Snowflake Cost Optimization: Typical Expenses & Strategies to Handle Them Effectively

Updated September 27th, 2024

Share this article

Setting up a data warehouse or a data lake has become easier with SaaS and purpose-built PaaS platforms. While a SaaS data warehousing platform like Snowflake is great for your business, following the recommended architecture, design, and modeling best practices is crucial. Failing to do so can result in a cost spiral.

See How Atlan Simplifies Data Governance – Start Product Tour

This article will explore Snowflake costs, what causes them to spiral, and how to address cost optimization in Snowflake. We’ll also explore Snowflake’s native tooling and the requirement of using an external tool to manage costs.


Table of contents #

  1. Snowflake cost optimization: How does it work?
  2. Understanding Snowflake cost
  3. Typical causes for high Snowflake cost
  4. Snowflake-native cost optimization options
  5. How Atlan can help with Snowflake cost optimization
  6. Summary
  7. Related Reads

Snowflake cost optimization: How does it work? #

A small company on Reddit expressed frustration: “… how can Snowflake be comparable to our main AWS bill?” This is not uncommon.

To fix the cost-related issues with Snowflake, you should follow their recommended best practices and take a metadata-driven approach. You can use Snowflake’s metadata and tooling to identify common data modeling, engineering, movement, and management mistakes, which can add up to your Snowflake costs.

Alternatively, you can use external tools that connect with Snowflake and leverage the wealth of metadata stored in the ACCOUNT_USAGE schema.

Before exploring either solution, let’s dig deeper into the root cause — understanding Snowflake costs and typical reasons that cause it to grow exponentially.


Understanding Snowflake cost #

Understanding Snowflake’s architecture and core services is extremely important for estimating its cost. Snowflake’s Cost Management Framework helps you explore, optimize, monitor, attribute, and control costs.
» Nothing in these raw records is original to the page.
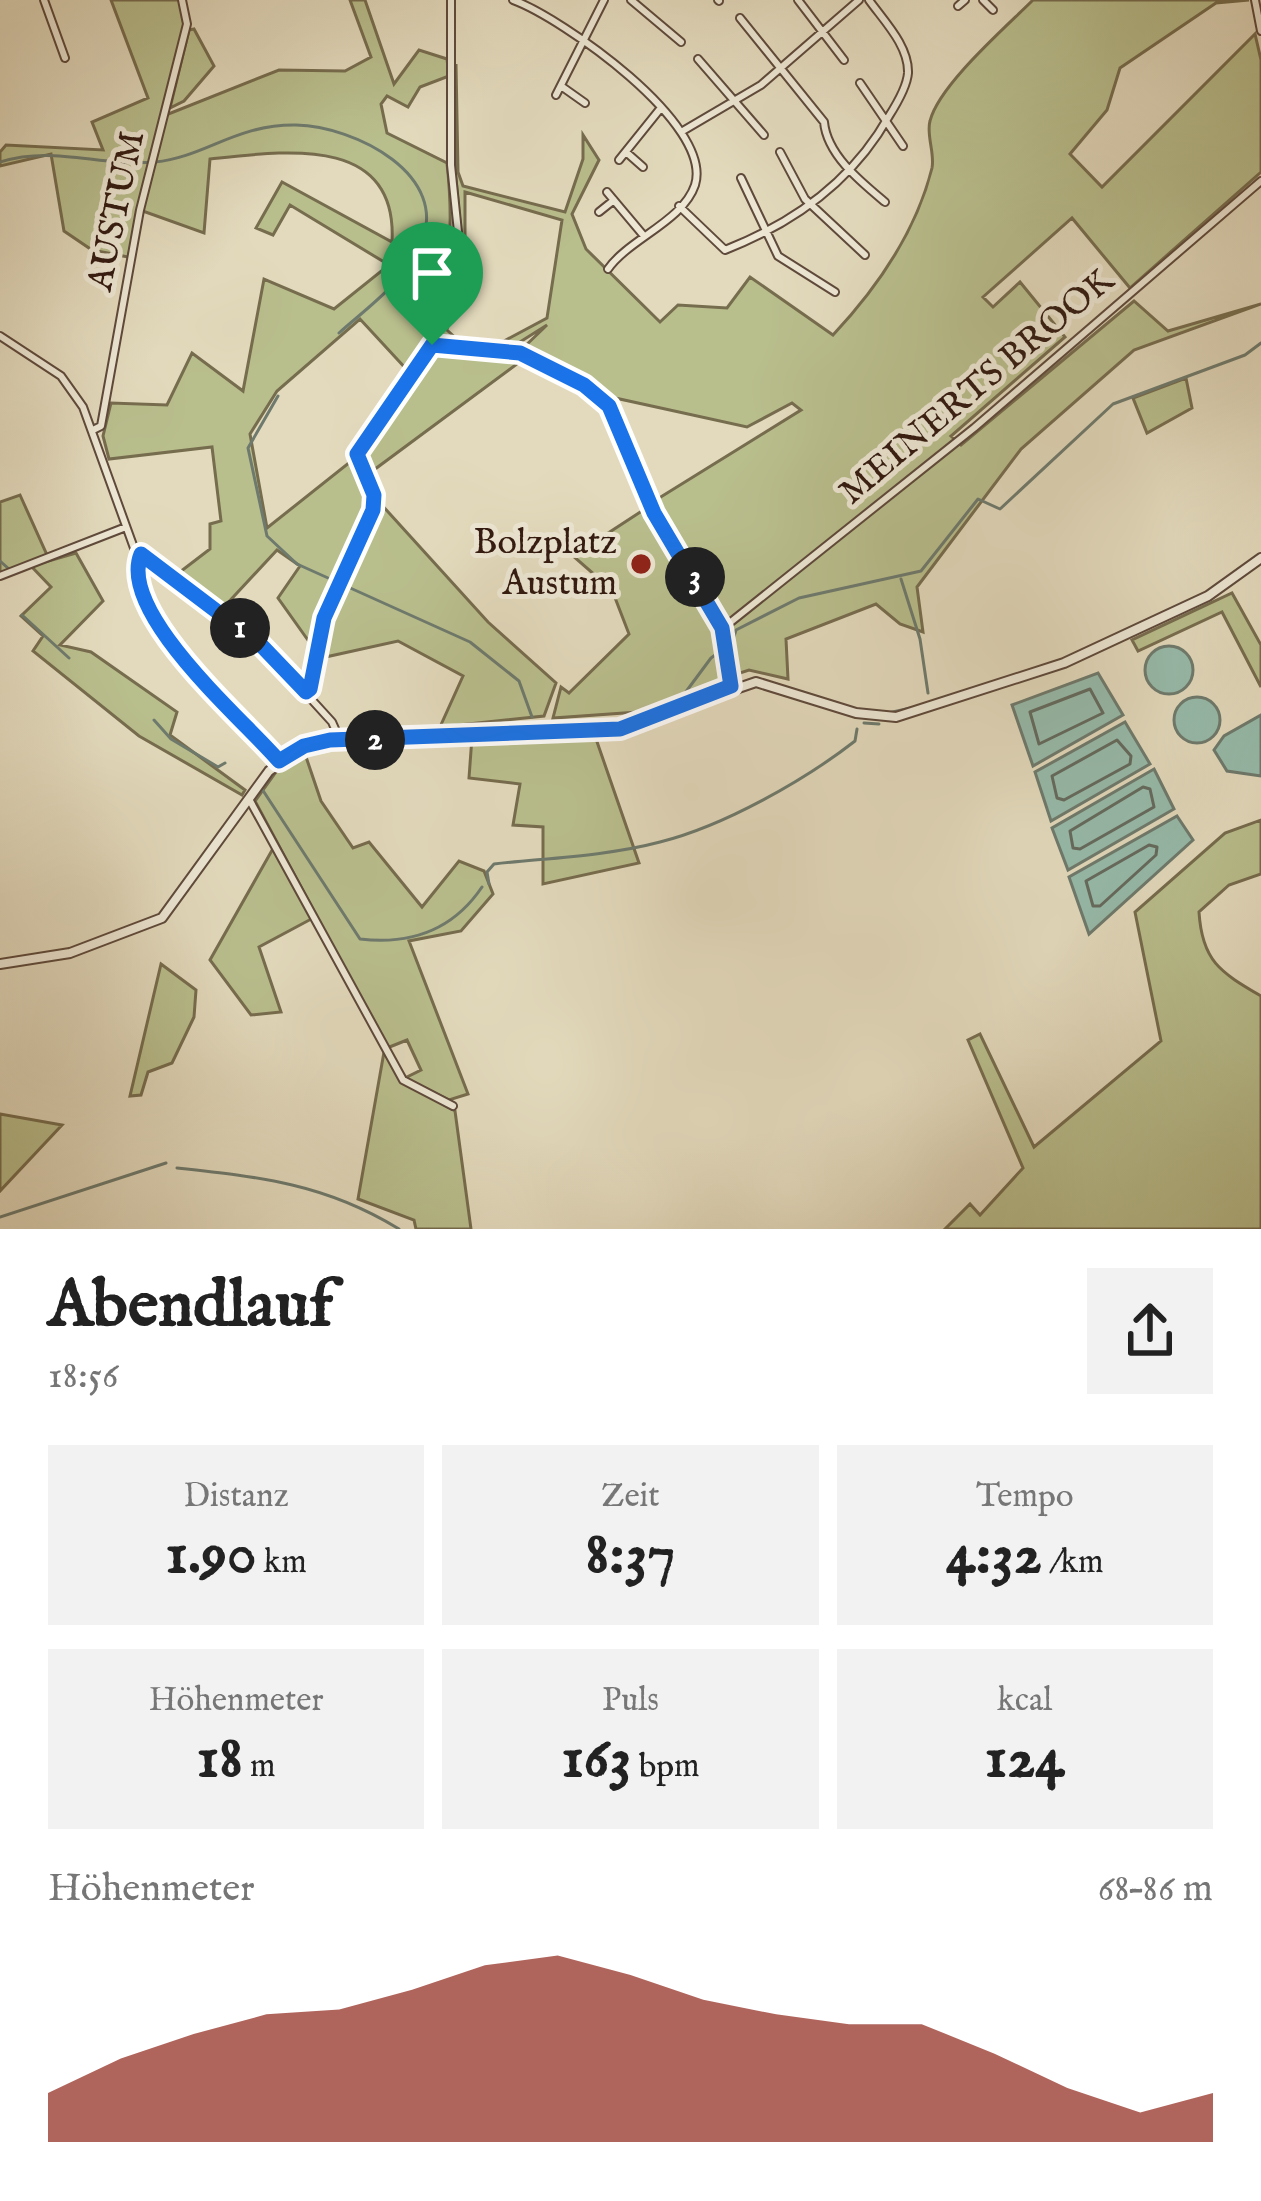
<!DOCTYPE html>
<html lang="de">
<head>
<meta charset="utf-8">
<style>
	:root { --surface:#fff; --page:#f2f2f2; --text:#222; --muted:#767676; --accent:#8f2418 }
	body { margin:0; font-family:"IM FELL English",serif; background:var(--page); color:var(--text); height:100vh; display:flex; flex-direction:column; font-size:45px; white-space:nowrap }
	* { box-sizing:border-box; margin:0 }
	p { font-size:39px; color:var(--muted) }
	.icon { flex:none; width:66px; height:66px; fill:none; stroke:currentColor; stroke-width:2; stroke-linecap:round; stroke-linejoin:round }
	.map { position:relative; height:1229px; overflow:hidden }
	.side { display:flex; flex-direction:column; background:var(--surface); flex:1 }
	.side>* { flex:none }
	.pin { position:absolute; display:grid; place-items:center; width:102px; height:102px; color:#fff; margin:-123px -51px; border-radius:50% 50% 50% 0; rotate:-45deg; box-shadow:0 0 12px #0007 }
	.pin .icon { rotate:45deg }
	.km { position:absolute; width:60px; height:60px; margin:-30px; border-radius:50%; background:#222; color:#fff; font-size:33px; line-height:60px; text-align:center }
	.round { display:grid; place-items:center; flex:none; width:126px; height:126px; border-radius:0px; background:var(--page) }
	.summary { display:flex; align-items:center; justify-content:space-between; height:204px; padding:0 48px }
	h1 { font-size:66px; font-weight:700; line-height:90px }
	.stats { display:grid; grid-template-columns:repeat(3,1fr); gap:18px; height:204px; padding:12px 48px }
	.stats div { display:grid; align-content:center; border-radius:0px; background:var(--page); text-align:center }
	.stats b { font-size:60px; font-weight:700 }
	.stats small { font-size:33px; font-weight:400 }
	.stats p { font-size:33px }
	.chart { height:336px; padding:24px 48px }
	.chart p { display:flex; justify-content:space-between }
	.chart svg { width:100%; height:216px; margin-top:12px; fill:var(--accent); opacity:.7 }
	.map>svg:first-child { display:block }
	.green { fill:#b9be8d; stroke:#766c4e; stroke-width:3; fill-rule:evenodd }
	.water { fill:#96bbab; stroke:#6e7a6d; stroke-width:3 }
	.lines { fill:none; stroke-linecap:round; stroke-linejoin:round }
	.shore { stroke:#646a5e; stroke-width:3 }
	.stream { stroke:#6e7a6d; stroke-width:3 }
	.minor-casing { stroke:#5e493b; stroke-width:10 }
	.tertiary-casing { stroke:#5e493b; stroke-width:12 }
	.minor { stroke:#ede7d4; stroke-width:6 }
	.tertiary { stroke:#ede7d4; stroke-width:8 }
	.route-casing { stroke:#fff; stroke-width:24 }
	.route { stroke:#1a73e8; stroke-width:15 }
	.poi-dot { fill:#8f2418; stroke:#ede7d4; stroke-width:4.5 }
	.labels { text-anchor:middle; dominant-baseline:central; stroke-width:10; stroke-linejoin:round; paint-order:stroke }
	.street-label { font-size:36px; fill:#321910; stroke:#ede7d4 }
	.poi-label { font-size:36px; fill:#321910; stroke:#ede7d4; text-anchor:end }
</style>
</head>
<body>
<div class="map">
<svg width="1261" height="1229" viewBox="0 0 1261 1229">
	<rect width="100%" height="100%" fill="#e3dabd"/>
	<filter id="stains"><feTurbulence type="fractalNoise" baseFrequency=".00167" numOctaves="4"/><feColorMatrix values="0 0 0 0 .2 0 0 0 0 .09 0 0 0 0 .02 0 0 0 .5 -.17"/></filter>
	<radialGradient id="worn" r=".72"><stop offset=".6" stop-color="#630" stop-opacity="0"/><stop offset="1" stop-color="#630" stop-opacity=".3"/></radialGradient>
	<path class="green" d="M111 0H182L187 24 166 115 279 70 345 71 371 57 350 0H365L394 84 419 50 447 59 449 76 420 87 408 107 387 96 381 104 387 133 447 163C455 236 450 308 409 372L360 319 277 391 250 434 267 528 350 462 371 499 318 624 315 650 278 598 300 566 277 550 223 608 176 575 210 549V524L221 521 212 447 109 459 103 436 111 403 167 405 192 353 243 391 264 279 334 309 389 265 290 205 273 235 256 228 282 182 392 242C398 134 285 151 210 159L204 233 140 210 128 257 92 250 64 231 51 154 0 166V152L6 145 103 150 92 122 148 98Z
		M1033 0H1249L1216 3 1120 68 1107 110 1070 154 1102 187 1255 34 1261 60V172L1130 288 1072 218 983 297 993 307 1020 282 1065 337 951 436 961 445 1134 301 1168 331 1261 304 1134 350 1021 449 917 587 923 632 900 624 876 604 786 639 788 679 749 670 731 676C732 607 680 561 651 503L801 410 792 403 747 427 615 398 611 403 579 377 521 350 547 325 512 347 439 342 461 233 455 168 456 64 458 172 463 186 565 212 583 159V135L599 160 572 214 586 249 660 322 678 305 727 308 750 277 833 335C877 288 916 232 932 168 935 153 926 135 930 121 939 85 1006 27 1033 0ZM465 192 562 220 547 318 504 341 460 342 447 330 465 241Z
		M194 29 214 66 184 101 170 108 189 30Z
		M432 350 525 358 367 475 359 454Z
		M1186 378 1192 408 1147 433 1133 398Z
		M20 495 47 555 0 574V502Z
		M380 503 488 622 556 683 544 716 440 727 463 676 398 641 321 658 324 626Z
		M648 507C676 565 731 610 727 680L638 712 553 718 561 687 569 693 629 634 612 590 573 556Z
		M76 553 103 601 60 645 91 652 177 712 170 735 245 790 242 795 139 736 33 651 43 636 21 616 51 587 31 566Z
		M1232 593 1261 645V687L1222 612 1138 651 1132 640Z
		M595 736 639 863 543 884V827L513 825 520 784 469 778 472 737Z
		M304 751 321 801 353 848 369 842 422 907 459 861 484 871 493 894 461 931 409 941 468 1094 449 1100 405 1078 421 1070 407 1040 387 1048 255 801 278 769Z
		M1261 820V874L1229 885 1199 912C1202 961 1220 972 1261 996V1229H945L970 1204 980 1215 1023 1168 968 1040 980 1034 1034 1147 1161 1041 1135 912 1225 833Z
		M275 845 315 917 259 947 281 1012 251 1015 210 960Z
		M161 964 196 990 194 1017 172 1063 148 1072 141 1095 130 1096Z
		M384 1052 402 1081 455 1111 471 1229H416L414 1220 358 1199Z
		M0 1114 62 1125 0 1191Z"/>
	<path class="water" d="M1145 670a24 24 0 1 1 48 0a24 24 0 1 1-48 0Z
		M1098 673 1123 715 1033 766 1012 705Z
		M1174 720a23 23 0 1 1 46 0a23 23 0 1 1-46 0Z
		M1261 715V776L1227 771 1214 750 1224 736Z
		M1125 722 1150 764 1051 821 1035 772Z
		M1154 769 1174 809 1068 870 1052 828Z
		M1177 816 1193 840 1089 934 1069 877Z"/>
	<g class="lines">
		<path class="shore" d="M1090 689 1103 713 1039 744 1030 712Z
			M1117 740 1131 756 1130 764 1064 800 1057 798 1052 776Z
			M1143 787 1150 789 1154 807 1080 849 1073 848 1070 831Z
			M1149 845 1157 847 1156 855 1100 906H1093L1086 881Z"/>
		<path class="stream" d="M0 162C55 145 99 167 155 162 205 157 236 124 296 125 354 126 453 175 420 246 403 283 368 307 339 333
			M278 396 248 448 267 536 297 564 470 642 519 681 532 717
			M0 561 9 569
			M901 579 920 639 928 693
			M22 615 69 658
			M685 693 711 658 732 643 736 630 799 598 921 571 978 499 1000 509 1113 404 1245 355 1261 343
			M888 713 920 706
			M154 720 171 739 218 767 225 763
			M864 723 879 724
			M531 724H537
			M551 725 624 723 677 702
			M262 789 360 939C411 945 453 930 482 887
			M489 884 487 872 494 864C548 858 607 856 660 842 724 826 805 780 855 741L857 729
			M177 1168C261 1177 326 1184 399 1229
			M0 1217 166 1163"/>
		<g class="minor-casing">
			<path id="minor" d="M44 0 65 58
				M513 0C562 18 714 124 695 185 683 221 629 239 608 269
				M631 0 681 42
				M718 0 719 1
				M798 0 844 60
				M983 0 993 10
				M1255 0 1261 31
				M958 6 965 0
				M740 18 824 122C827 155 861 182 885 202
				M698 59 764 135
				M860 83 903 146
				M561 86 585 103
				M556 95 604 0
				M681 132 761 85 859 0
				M626 152 643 167
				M780 152 805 199 865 255
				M619 160 660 109
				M741 178 778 256 835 292
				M607 192 644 236
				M679 206 725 250C794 223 852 182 889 116 896 105 907 87 908 73 909 46 884 21 869 0
				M599 212 614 200
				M0 336 61 376 83 407 134 548 260 643 332 722 340 740
				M432 345 521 353 583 385 609 406 654 513 722 629 731 686
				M93 430 101 426 140 210 187 24 182 0
				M141 554C117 614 244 719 279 761
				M0 576 126 527
				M722 629 974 428 1261 181
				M306 692 324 618 373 510C376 488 355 475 357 454L432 345 458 232 451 165V0
				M249 799 403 1080 453 1106"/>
		</g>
		<g class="tertiary-casing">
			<path id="tertiary" d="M0 964 70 953 162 918 269 771 304 746 483 731 619 729 756 682 856 713 896 717 1064 663 1208 596 1261 558"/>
		</g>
		<use href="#minor" class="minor"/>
		<use href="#tertiary" class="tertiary"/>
	</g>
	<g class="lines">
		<g class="route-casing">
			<path id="route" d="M432 345 520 353 584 385 609 406 654 513 722 628 731 686 620 729 330 740 304 746 279 761C244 720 117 613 141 554L260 644 306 692 310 689 324 618 373 510 374 495 357 454Z"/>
		</g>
		<use href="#route" class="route"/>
	</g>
	<circle class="poi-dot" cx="641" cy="564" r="12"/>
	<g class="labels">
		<g class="street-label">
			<text transform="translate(117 211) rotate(-78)">AUSTUM</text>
			<text transform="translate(977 387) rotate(-40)">MEINERTS BROOK</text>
		</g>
		<g class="poi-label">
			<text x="617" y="543">Bolzplatz<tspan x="617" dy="41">Austum</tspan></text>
		</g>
	</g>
	<rect width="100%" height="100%" filter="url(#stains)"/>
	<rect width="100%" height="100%" fill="url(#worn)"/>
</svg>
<div class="pin" style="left:432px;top:345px;background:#1e9e55"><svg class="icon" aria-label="arrive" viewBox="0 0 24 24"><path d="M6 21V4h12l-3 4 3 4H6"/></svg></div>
<b class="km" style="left:240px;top:628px">1</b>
<b class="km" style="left:375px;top:740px">2</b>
<b class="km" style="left:695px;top:577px">3</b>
</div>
<section class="side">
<div class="summary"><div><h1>Abendlauf</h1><p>18:56</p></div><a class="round"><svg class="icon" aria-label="share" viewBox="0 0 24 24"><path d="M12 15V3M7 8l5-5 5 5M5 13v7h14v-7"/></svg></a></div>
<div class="stats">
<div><p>Distanz</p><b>1.90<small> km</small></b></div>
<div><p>Zeit</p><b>8:37</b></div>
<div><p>Tempo</p><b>4:32<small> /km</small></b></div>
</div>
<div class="stats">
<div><p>Höhenmeter</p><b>18<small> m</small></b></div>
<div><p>Puls</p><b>163<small> bpm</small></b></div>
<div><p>kcal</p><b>124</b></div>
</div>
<div class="chart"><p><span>Höhenmeter</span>68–86 m</p>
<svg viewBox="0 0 160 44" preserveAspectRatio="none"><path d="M0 44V34L10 27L20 22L30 18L40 17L50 13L60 8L70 6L80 10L90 15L100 18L110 20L120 20L130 26L140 33L150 38L160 34V44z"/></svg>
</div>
</section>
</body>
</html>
Based on Snowflake’s architecture, costs fall into three categories — database storage, query processing, and cloud services. This results in Snowflake cost being split into the following categories:

  1. Compute
  2. Storage
  3. Data transfer

1. Compute #


Compute costs include expenses from virtual warehouses, serverless compute, and cloud services compute:

  • Virtual warehouses: Compute clusters where you run queries.
  • Serverless compute: Using serverless features and services, such as automatic clustering, hybrid tables, materialized views, query acceleration, and search optimization.
  • Cloud services compute: Coordinates and orchestrates Snowflake’s activities, including query compilation, caching, and optimization. You get charged if the daily consumption of cloud services exceeds 10% of the daily usage of virtual warehouses.

2. Storage #


Storage costs include fees incurred from using Snowflake’s native storage layer, which has a flat rate depending on the cloud platform and the region of your Snowflake deployment.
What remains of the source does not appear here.